Monday, July 20, 2009

Tsk, tsk...


Is it any wonder I wish to disassociate from most of the rest of my species, when the passing of Walter Cronkite garners a mere fraction of the media -- and popular -- attention than that of Michael Jackson's demise? Priorities, people!

(Menopausal Stoners has some share-worthy thoughts relevant to all this.)

It's kind of a wonder that WC hung around the planet as long as he did, considering the state of "news" journalism these past couple of decades. Maybe those of us old enough to remember Cronkite, Huntley, Brinkley, and the other pre-CNN newscasters shirked our responsibility to re-direct the misdirected corporate news entities when they wandered so far off the path. Then again, it was the '80s, and lots of people lost their way back then. It was morning in America, and we hadn't had our coffee yet.

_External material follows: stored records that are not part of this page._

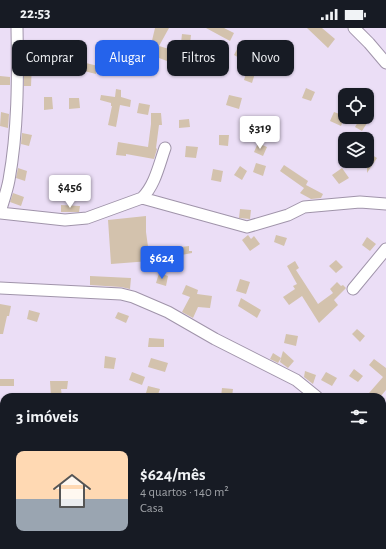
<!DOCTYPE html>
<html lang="pt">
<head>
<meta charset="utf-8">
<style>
	:root { --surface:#171b24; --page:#242831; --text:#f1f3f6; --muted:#9ea1a6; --line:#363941; --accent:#2563eb }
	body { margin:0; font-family:"Alegreya Sans",sans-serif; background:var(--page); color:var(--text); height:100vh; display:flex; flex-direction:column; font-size:15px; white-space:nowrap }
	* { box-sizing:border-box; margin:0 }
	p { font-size:13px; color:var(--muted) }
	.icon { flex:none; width:22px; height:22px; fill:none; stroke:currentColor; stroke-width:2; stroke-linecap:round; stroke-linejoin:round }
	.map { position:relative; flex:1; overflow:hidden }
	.panel { position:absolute; left:0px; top:365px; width:386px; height:156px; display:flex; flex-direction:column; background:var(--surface); border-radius:12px 12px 0 0; box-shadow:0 1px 3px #0004 }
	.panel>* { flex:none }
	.hud { position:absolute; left:12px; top:12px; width:362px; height:36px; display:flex; gap:8px }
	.buttons { position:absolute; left:338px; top:60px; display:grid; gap:8px }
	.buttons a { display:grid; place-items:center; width:36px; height:36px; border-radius:8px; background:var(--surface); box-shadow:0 1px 3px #0004; font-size:20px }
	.price { position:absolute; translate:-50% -34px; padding:0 9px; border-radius:4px; background:#fff; color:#222; font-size:13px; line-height:26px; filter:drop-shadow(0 1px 2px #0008) }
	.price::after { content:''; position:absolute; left:50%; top:24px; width:12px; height:9px; margin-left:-6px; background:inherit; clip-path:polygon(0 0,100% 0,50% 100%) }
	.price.selected { background:var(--accent); color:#fff }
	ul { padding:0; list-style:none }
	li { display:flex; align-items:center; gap:12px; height:100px; padding:0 16px }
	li+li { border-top:1px solid var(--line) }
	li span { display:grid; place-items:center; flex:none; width:112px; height:80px; border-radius:8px; color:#555 }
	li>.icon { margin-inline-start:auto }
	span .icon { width:48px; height:48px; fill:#fffc; stroke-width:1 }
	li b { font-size:17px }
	h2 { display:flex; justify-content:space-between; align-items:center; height:48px; padding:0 16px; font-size:17px }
	.chip { padding:0 14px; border-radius:8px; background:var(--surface); box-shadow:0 1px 3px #0004; font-size:14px; line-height:36px }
	.chip.selected { background:var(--accent); color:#fff }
	.status { display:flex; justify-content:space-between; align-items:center; height:28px; padding:0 20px; background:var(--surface); direction:ltr }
	.status svg { height:11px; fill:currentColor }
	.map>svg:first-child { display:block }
</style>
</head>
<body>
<div class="status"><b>22:53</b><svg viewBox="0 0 49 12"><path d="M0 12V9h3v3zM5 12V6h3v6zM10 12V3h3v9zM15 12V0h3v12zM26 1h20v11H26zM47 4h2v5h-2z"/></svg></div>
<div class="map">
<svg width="386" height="521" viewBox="0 0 386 521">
	<rect width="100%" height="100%" fill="#ebdef6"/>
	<path fill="#d3c2ad" d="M155,0H169L159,18L179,24L175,36L159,30L145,27L146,20L150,21Z
		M206,0H224L234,5L230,13Z
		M307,0H322L335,11L328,20Z
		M182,6L191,7L190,16L181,15Z
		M241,13L249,17L241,31L234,27Z
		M24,34L32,35L31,58H24Z
		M86,35L98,38L96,46L84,43Z
		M248,39L256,42L252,55L244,52Z
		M0,48L10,49V57H0Z
		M306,60L315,64L311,73L302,70Z
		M116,61L121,62V69L131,72L130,79L120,77L116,99L108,97L112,78H111V75L100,72L101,67L115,69Z
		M229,67L242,70L239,81L226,77Z
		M44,69H52L53,81L44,82Z
		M69,70H79L80,80L69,81Z
		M139,75L150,77L148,87L137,85Z
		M1,84L9,86L8,100L0,98Z
		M334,84L345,88L341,98L330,93Z
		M151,85H161L162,97H159L156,120L157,121L154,131L126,126V128L116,127L118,114L148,119L151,96Z
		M361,89H365L369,92L362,103L355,99Z
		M189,91L190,99L179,100V92Z
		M246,96L256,100L253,108L243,106Z
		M22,105L32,107L29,118L21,116Z
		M219,107H229L228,118L219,117Z
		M258,115L267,119L263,128L254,124Z
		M186,118L198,119L196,130L185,129Z
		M367,124L377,130L367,145Z
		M256,135L266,138L263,148L253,144Z
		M284,137L308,153L306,157L323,166L321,170L311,171L300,165L304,160L280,143Z
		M240,138L247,143L242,152L234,147Z
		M18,140L27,143L25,153L16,150Z
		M342,140L349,150L339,156L332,147Z
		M213,141L223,143L221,154L211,152Z
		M13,165L24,169L21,178L10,174Z
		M61,177L80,178L79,184H61Z
		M240,181L251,182L250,191L239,190Z
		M146,188V204L150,233L111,236L108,192Z
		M248,207L251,211L254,208L260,216L250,223L242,212Z
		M276,207L287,210L284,218L274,214Z
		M367,209L376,216L370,223L362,217Z
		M189,218V223H192V225L176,228V231L166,230L168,220L182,222L181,219Z
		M336,232L343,239L336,245L329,238Z
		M295,233L299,240L296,242L318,276L333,265L330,261L337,254L341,258L343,257L346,260L334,272L338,277L319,295L302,268L289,277L283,269L295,261L293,258L297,256L287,238Z
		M159,245L168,248L166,258L156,255Z
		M90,248L131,250L130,261L121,259L90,257Z
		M240,251L250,254L246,266L236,263Z
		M186,257L198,262L197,266L212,268L210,280L198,279L193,290L182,284L190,269L182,266Z
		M241,270L261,282L257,290L238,278Z
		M0,276L11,278L9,288H7L3,306H0Z
		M29,282L40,285L37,294L27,291Z
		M118,284L129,288L126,295L115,290Z
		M357,301L365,308L360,314L352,306Z
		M286,306L298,308L296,318L284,315Z
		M149,310L164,311V319H148Z
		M283,323L294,333L288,340L280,334L281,330L278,335L270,331L273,325L281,330Z
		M105,328L116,330L114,341L104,340Z
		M151,330L168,335L165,344L148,339Z
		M374,331L386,340V362L380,369H373L369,365L383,349L369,337Z
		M354,341L363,348L358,354L349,348Z
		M305,343L316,347L313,356L304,349Z
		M132,344L145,349L142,357L129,352Z
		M326,344L337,350L332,358L321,352Z
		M0,351H14V358H0Z
		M50,353H68L67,361H61L62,369H51Z
		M148,358L160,361L157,369L146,365Z
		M222,360L233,361L232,369H221Z"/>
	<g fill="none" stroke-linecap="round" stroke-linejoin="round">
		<defs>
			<path id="street" d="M354,0L369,15L386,35
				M142,170L247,199L288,187L304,179L360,174L386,176
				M0,184C3,174 7,163 9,152C18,102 18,51 17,0
				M0,185L65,192L87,190L142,170C155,157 159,137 165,120
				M0,260L121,266L133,269L168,284L215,311L296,352L317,369
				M353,261L386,221
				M382,434L386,440
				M199,521L200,517"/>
		</defs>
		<use href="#street" stroke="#a094aa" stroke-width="13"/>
		<use href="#street" stroke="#fff" stroke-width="11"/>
	</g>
</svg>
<div class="buttons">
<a><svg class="icon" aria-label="locate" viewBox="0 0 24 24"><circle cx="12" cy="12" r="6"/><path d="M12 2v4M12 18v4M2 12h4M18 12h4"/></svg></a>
<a><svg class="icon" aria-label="layers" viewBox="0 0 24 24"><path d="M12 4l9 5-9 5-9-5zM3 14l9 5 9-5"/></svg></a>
</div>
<b class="price" style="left:260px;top:122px">$319</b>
<b class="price" style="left:70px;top:181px">$456</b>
<b class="price selected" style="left:162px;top:252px">$624</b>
<div class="hud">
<a class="chip">Comprar</a>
<a class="chip selected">Alugar</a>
<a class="chip">Filtros</a>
<a class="chip">Novo</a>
</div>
<section class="panel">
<h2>3 imóveis<svg class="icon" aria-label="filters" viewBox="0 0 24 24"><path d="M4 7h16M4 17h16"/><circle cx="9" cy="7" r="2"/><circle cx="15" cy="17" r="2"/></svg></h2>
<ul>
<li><span style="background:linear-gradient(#ffd9b3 60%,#9aa5b1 0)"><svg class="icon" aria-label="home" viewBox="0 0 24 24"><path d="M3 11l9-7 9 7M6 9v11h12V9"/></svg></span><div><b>$624/mês</b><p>4 quartos · 140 m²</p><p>Casa</p></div></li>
</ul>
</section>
</div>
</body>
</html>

Here's to you, Uncle Walter...

Sunday, July 12, 2009

Ode to a Peach

(Revisiting a 2005 post I made to Journalspace, because my brain is taking the weekend off!)
It's that time -- roadside stands tempt -- baskets overflowing with blushing local peaches catch my eye as I drive by. A far cry from the grocery store's pithy, pathetic California peaches, prematurely plucked from their natal boughs, these peaches were nurtured to full peachhood. They are the peaches poets write about, singers sing about, painters portray. When I'm feeling just peachy, these are the peaches I emulate.

The peach (Prunus persica to you taxonomists) is perhaps the most carnal of fruits, but I don't need to tell you that. You've already noticed how familiar the soft, fuzzy skin feels, compared its almost anatomical cleft to corporeal counterparts. In fact it is difficult, if not impossible, to describe a peach without resorting to language that violates numerous sections of the Hays Code. And to relate the act of eating one, well.... I blush like a peach just thinking about it.

Eating a peach involves all the senses. Whether your personal aesthetic is prurient or puritanical, you will recognize the honeyed aroma of a ripe peach, and your eyes appreciate its sunset-hued peachidermis. Feel the nap covering its circumference. Hear the embarrassingly necessary slurping and sucking sounds that accompany the enjoyment of a really ripe peach. Taste the just-barely-acid nectar of the fruit that spreads across your tongue like liquid velvet syrup. Do you really believe Eve tempted Adam with a mere MacIntosh? No, it had to have been a peach.

Once the pulp is eaten and any juicy evidence disposed of by the means of your choosing, there remains the peach pit. This crenellated vessel of future generations of peaches deserves further comtemplation. If you're not going to cultivate your own orchard, you may consider the intricate art of peach pit carving. This is recommended over more sinister applications for the stone's interior seed, which contains cyanogenic compounds -- although presumably it would take a peck of peach pits to do actual harm.

Peaches, like life, deliver the bitter and the sweet. Buy peaches ripe, store them at room temperature. If you must refrigerate them, let them warm before eating to enjoy the full spectrum of sweet juciness. Or is that juicy sweetness? Either way, the season is all too short.

(For further reading on the enjoyment of fruits, forbidden and otherwise, I direct you to Christina Rosetti's poem "Goblin Market". Evidence that not all Victorians were so -- Victorian.)

Sunday, July 5, 2009

The question nobody asks . . .

"How many times can we ask the same question, Ms. Intelliwench, before you blast us with imaginary death-rays and wish us gone from the face of the Earth?"

It's day nine of the month-long summer institute I organize, and I haven't killed anybody . . . yet. It's getting more and more difficult, though, to sound sweet and helpful when someone asks, ten minutes after I deliver the information both verbally and via handout, what the library's hours are, or what time we meet for such-and-such tour, or where the sign-up sheet for this-thing-or-the-other is. The institute participants are all college faculty themselves, which makes pandering to their inattentiveness even more difficult.

The good news is that I have finally been getting at least 6 hours of sleep a night.

The bad news is that it's only day 9 of the month-long summer institute I organize.